A l’issue d’une session plénière ce lundi 5 décembre 2016, les députés ont estimé qu’au regard de la polémique soulevée, les tablettes remises aux députés seront restituées au gouvernement, selon un député CDP joint au téléphone par Fasozine. «C’est une décision souveraine, on ne nous a pas imposé quoi que ce soit», assure ce député.

 

«C’est à l’issue de la session plénière consacrée à la levée de l’immunité parlementaire du député Salifou Sawadogo que le président  a soulevé la question», nous a expliqué ce député du CDP. «Nous avons estimé qu’au regard de la polémique soulevée par ces tablettes, il était bon de les restituer au gouvernement», ajoute-t-il, tout en assurant que «c’est une décision souveraine qui engage les députés, on ne nous a pas imposé quoi que ce soit.»

En rappel, ces 130 tablettes -d’un coût global de 65 millions de FCFA- avaient été remises aux députés le 10 novembre dernier par le ministère du Développement de l’Economie numérique et des Postes. Le hic, c’est qu’elles ont été offertes par Huawei Technologie, qui venait d’arracher un gros marché de plusieurs milliards de FCFA. Pour une partie de l’opinion publique, cela frisait la corruption.

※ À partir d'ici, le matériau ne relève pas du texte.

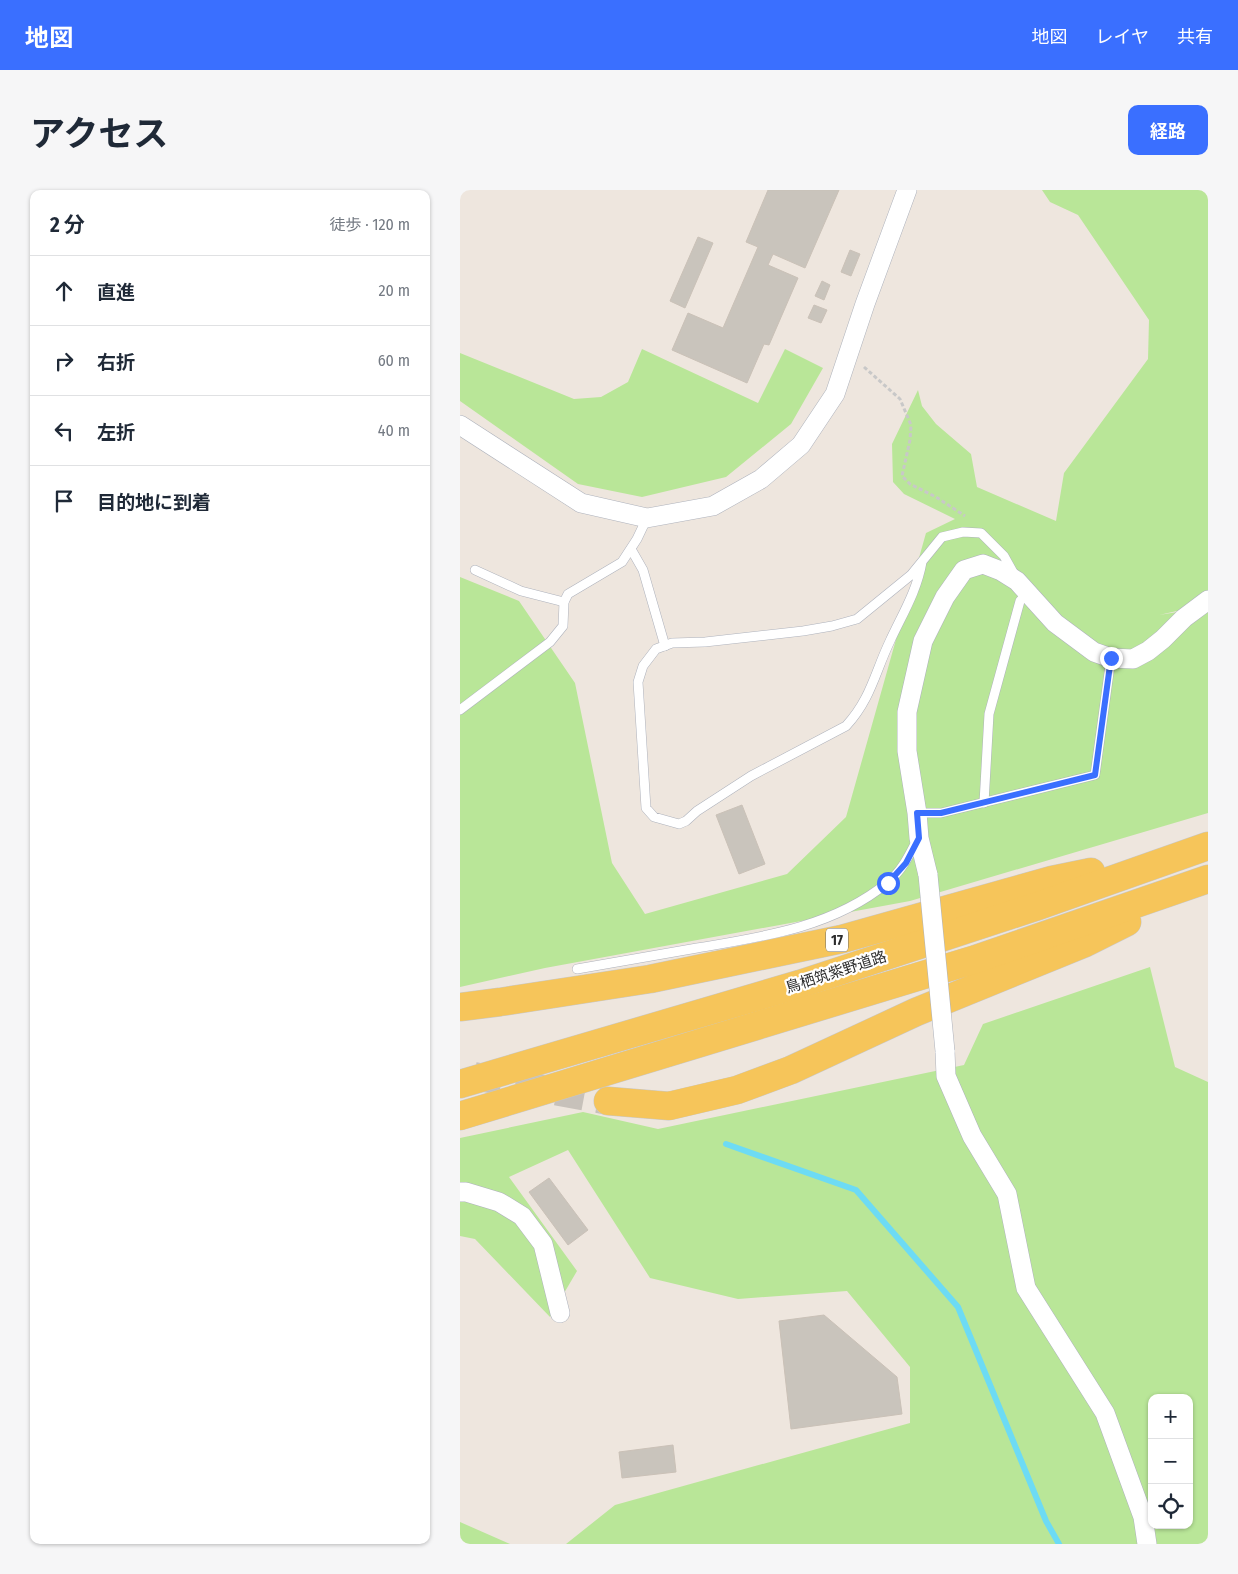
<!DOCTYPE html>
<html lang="ja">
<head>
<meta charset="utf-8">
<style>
	body { margin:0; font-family:"Fira Sans Condensed","Noto Sans JP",sans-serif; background:#f6f6f7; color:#1f2937 }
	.controls { position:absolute; right:15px; bottom:15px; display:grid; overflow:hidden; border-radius:10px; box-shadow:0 1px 4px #0004 }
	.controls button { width:45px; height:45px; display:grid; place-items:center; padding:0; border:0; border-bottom:1px solid #e0e1e3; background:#fff; color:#1f2937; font:25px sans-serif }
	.stop { position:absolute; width:15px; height:15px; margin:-11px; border:4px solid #3a6fff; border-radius:50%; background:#fff }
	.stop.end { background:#3a6fff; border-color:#fff; box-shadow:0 1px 5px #0008 }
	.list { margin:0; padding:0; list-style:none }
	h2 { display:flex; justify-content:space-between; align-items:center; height:65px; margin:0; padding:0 20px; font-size:21px }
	h2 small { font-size:16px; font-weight:400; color:#747a83 }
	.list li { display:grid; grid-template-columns:32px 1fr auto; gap:15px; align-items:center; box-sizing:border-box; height:70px; padding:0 20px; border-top:1px solid #e0e1e3 }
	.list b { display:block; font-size:19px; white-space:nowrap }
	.list em { font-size:16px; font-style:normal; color:#747a83 }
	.icon { flex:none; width:28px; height:28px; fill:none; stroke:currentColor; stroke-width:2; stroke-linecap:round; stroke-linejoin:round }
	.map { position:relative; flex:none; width:748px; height:1354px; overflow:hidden; border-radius:10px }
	header { display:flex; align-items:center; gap:30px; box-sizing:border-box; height:70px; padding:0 25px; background:#3a6fff; color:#fff }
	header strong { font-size:24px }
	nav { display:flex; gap:28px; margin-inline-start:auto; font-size:18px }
	.intro { display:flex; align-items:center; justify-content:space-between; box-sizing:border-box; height:120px; padding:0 30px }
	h1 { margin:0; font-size:35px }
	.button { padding:12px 22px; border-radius:10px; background:#3a6fff; color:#fff; font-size:18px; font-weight:700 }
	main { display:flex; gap:30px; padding:0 30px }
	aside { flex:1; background:#fff; border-radius:10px; box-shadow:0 1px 4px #0004 }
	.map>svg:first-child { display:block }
</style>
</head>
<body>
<header>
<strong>地図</strong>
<nav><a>地図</a><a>レイヤ</a><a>共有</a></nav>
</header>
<div class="intro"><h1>アクセス</h1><a class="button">経路</a></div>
<main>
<aside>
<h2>2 分<small>徒歩 · 120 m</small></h2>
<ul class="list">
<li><svg class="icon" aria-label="ahead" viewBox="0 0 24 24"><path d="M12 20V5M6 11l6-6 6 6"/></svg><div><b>直進</b></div><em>20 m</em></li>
<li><svg class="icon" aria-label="right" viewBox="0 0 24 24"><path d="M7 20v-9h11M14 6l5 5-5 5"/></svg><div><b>右折</b></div><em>60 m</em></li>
<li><svg class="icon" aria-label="left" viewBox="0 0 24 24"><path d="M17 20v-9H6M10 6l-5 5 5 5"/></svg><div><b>左折</b></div><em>40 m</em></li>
<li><svg class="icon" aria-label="arrive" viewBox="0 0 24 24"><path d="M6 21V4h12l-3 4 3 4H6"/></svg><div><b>目的地に到着</b></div></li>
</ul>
</aside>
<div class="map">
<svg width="748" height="1354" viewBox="0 0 748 1354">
	<rect width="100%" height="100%" fill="#eee6de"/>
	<!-- green -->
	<g fill="#b9e698" fill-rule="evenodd">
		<path d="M582 0H748V414L699 425 748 417V623L450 711 85 778 0 797V387L59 411 115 493 152 673 185 724 327 684 386 627 466 343 495 329 444 304 433 292 432 254 458 200 462 216 476 234 511 264 517 297 596 331 604 283 688 169 689 130 618 25 590 12Z"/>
		<path d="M182 159 298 213 325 159 363 178 331 234 266 287 182 307 118 294 0 211V163L114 209 141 207 168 192Z"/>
		<path d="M690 777 715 877 748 892V1354H106L155 1315 450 1233V1177L387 1101 278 1109 190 1088 108 960 49 987 117 1081 90 1127 15 1049 0 1046V948L123 922 198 939 504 875 523 834ZM692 1208H729V1335H692Z"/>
		<path d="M0 1332 50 1354H0Z"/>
	</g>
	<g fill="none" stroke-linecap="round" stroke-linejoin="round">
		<!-- stream -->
		<path stroke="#6ddbf4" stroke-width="6" d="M266 954 396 1000 498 1117 586 1331 599 1354"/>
	</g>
	<!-- building -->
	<g fill="#c9c4bc" stroke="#cac1b7">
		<path d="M308 0H379L345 78 313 64 308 75 338 88 309 155 304 154 287 193 212 160 228 123 263 138 298 57 286 52Z"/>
		<path d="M238 47 253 53 225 118 210 111Z"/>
		<path d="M390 60 400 64 391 86 381 82Z"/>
		<path d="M362 91 370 95 364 110 355 106Z"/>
		<path d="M354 115 367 120 361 133 348 128Z"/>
		<path d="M282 615 305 674 279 684 256 625Z"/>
		<path d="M89 988 128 1040 108 1055 69 1002Z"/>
		<path d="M364 1125 437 1187 442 1224 331 1239 319 1131Z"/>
		<path d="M213 1255 216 1282 162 1288 159 1262Z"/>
	</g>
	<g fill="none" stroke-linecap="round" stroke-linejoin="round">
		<!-- primary-tunnel -->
		<path stroke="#c7c1ba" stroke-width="28" stroke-dasharray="28 14" stroke-linecap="butt" d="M14 886 148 911"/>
		<!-- lane casing -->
		<g stroke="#aeb2bc" stroke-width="10">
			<g id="lane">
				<path d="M171 359 183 380 205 456"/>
				<path d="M462 372C457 401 442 425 430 451 415 482 411 509 386 536L291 586 237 621 226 631 219 634 194 627 186 618 178 492 183 476 196 459 212 453 245 452 343 441 372 436 397 429 451 385 482 347 503 342 521 343 544 366 554 384"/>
				<path d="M15 380 61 401 104 412"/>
				<path d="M0 520 90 452 103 436 104 412 108 404 162 372 177 349 187 328"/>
				<path d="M524 613 529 524 560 411 567 403"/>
				<path d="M457 623H481L635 585 651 468"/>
				<path d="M117 779C157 772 197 765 237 758 303 747 373 737 427 693 441 682 449 666 457 650"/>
			</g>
		</g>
		<!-- street casing -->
		<g stroke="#aeb2bc" stroke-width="20">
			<g id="street">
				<path d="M0 235 121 313 187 328 253 316 301 289 341 255 375 204 405 114 447 0"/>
				<path d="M468 685 459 648 457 623 447 561V522L463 451 485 407 504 380 523 374 541 381 557 391 595 433 634 462 651 468 673 469 688 461 703 449 724 428 748 410"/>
				<path d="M485 861 486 886 512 946 547 1004 566 1098 645 1223 683 1327 687 1354"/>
				<path d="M0 1002H6L39 1012 62 1026 83 1054 100 1123"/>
			</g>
		</g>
		<!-- primary casing -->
		<g stroke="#c8c8c8" stroke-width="29">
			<g id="primary">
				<path d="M0 817 40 812 190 789 382 749 592 690 631 682"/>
				<path d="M0 894 340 794 575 717 748 656"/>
				<path d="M148 911 209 916 277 900 331 880 456 822 625 753 667 732"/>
				<path d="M0 926 516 769 748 689"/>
			</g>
		</g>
		<!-- path -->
		<path stroke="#c8c8c8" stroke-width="3" stroke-dasharray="4 2.5" stroke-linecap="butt" d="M404 177 440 209 451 235 450 250 442 286 450 294 476 307 505 326"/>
		<!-- lane -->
		<use href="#lane" stroke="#fff" stroke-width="9"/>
		<!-- street -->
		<use href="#street" stroke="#fff" stroke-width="19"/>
		<!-- primary -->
		<use href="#primary" stroke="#f6c55a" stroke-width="28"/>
		<!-- street-bridge casing -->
		<g stroke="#aeb2bc" stroke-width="20" stroke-linecap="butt">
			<path id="street-bridge" d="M468 685 485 861"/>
		</g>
		<!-- street-bridge -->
		<use href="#street-bridge" stroke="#fff" stroke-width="19"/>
	</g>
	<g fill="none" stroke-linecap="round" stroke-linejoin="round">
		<!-- route -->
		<path stroke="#3a6fff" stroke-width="6" d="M428 693 446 673 459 648 457 623H481L635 585 651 468"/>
	</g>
	<g text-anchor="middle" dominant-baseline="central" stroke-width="4.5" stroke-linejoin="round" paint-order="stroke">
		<!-- shield labels -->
		<rect fill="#fff" stroke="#6b6b6b" stroke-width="1" x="366" y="738.5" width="22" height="23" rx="4"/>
		<g font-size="14" font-weight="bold" fill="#2c2c2c">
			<text x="377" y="750">17</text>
		</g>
		<!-- street labels -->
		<g font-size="15" fill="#2c2c2c" stroke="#fff">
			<text transform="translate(376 782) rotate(-18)">鳥栖筑紫野道路</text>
		</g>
	</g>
</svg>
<div class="controls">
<button>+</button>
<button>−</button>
<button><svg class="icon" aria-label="locate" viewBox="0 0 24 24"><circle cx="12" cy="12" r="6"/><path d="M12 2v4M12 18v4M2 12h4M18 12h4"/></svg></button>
</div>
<div class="stop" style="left:428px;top:693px"></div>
<div class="stop end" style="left:651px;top:468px"></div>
</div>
</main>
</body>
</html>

L’affaire avait donc suscité une polémique qui a enflé davantage quand, interpellé sur le sujet le samedi dernier, Salif Diallo, le président de l’Assemblée nationale est sorti de ses gongs pour affirmer qu’il «s’en fout d’où ça vient» de leur provenance et que les députés burkinabè ne pouvaient être corrompus avec des tablettes. En plénière ce lundi matin, les députés ont donc décidé à l’unanimité de restituer ces tablettes qui «créent tant de polémiques».